Big Data Analytics with Hadoop 3
上QQ阅读APP看书,第一时间看更新

Distributed computing using Apache Hadoop

We are surrounded by devices such as the smart refrigerator, smart watch, phone, tablet, laptops, kiosks at the airport, ATMs dispensing cash to you, and many many more, with the help of which we are now able to do things that were unimaginable just a few years ago. We are so used to applications such as Instagram, Snapchat, Gmail, Facebook, Twitter, and Pinterest that it is next to impossible to go a day without access to such applications. Today, cloud computing has introduced us to the following concepts:

  • Infrastructure as a Service
  • Platform as a Service
  • Software as a Service

Behind the scenes is the world of highly scalable distributed computing, which makes it possible to store and process Petabytes (PB) of data:

  • 1 EB = 1024 PB (50 million Blu-ray movies)
  • 1 PB = 1024 TB (50,000 Blu-ray movies)
  • 1 TB = 1024 GB (50 Blu-ray movies)

The average size of one Blu-ray disc for a movie is ~ 20 GB.

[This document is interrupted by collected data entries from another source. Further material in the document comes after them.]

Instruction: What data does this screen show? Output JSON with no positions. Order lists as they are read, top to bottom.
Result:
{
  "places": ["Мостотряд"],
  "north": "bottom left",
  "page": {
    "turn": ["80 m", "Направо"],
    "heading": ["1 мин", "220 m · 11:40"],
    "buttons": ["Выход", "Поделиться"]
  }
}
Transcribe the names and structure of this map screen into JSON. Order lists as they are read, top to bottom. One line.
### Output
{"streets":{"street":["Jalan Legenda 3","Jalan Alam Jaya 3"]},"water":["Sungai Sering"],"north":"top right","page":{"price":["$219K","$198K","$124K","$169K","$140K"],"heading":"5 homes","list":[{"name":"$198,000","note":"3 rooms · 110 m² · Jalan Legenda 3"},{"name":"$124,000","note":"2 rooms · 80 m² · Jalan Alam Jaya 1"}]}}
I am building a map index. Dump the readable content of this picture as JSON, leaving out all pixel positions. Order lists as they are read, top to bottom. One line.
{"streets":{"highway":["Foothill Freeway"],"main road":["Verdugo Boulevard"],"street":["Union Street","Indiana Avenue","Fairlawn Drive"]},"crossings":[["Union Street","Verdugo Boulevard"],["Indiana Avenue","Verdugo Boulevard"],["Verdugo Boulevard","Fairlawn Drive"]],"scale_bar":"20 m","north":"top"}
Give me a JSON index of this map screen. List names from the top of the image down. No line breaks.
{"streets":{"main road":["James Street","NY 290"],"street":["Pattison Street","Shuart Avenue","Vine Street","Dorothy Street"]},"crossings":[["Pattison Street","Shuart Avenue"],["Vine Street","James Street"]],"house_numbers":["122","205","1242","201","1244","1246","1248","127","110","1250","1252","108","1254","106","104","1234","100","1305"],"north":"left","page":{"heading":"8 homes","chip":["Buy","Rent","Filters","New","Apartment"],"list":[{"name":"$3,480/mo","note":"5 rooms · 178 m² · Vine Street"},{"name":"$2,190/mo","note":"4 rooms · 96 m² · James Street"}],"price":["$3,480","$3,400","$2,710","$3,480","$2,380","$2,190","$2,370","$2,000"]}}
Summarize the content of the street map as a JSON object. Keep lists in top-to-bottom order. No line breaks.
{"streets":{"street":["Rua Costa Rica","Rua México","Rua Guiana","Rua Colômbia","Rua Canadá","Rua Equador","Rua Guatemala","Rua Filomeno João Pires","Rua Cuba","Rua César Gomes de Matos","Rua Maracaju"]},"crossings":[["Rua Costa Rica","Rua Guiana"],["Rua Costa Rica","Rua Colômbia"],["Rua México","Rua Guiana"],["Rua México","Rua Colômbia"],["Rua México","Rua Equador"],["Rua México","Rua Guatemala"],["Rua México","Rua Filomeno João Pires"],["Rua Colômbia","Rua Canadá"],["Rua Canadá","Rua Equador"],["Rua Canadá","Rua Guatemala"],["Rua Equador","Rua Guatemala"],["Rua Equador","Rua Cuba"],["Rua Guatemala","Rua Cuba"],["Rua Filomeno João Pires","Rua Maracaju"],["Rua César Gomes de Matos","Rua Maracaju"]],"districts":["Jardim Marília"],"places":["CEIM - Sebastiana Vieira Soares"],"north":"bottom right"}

Now, the paradigm of distributed computing is not really a genuinely new topic and has been pursued in some shape or form over decades, primarily at research facilities as well as by a few commercial product companies. Massively parallel processing (MPP) is a paradigm that was in use decades ago in several areas such as oceanography, earthquake monitoring, and space exploration. Several companies, such as Teradata, also implemented MPP platforms and provided commercial products and applications.

Eventually, tech companies such as Google and Amazon, among others, pushed the niche area of scalable distributed computing to a new stage of evolution, which eventually led to the creation of Apache Spark by Berkeley University. Google published a paper on MapReduce as well as Google File System (GFS), which brought the principles of distributed computing to be used by everyone. Of course, due credit needs to be given to Doug Cutting, who made it possible by implementing the concepts given in the Google white papers and introducing the world to Hadoop. The Apache Hadoop framework is an open source software framework written in Java. The two main areas provided by the framework are storage and processing. For storage, the Apache Hadoop framework uses Hadoop Distributed File System (HDFS), which is based on the GFS paper released on October 2003. For processing or computing, the framework depends on MapReduce, which is based on a Google paper on MapReduce released in December 2004 MapReduce framework evolved from V1 (based on JobTracker and TaskTracker) to V2 (based on YARN).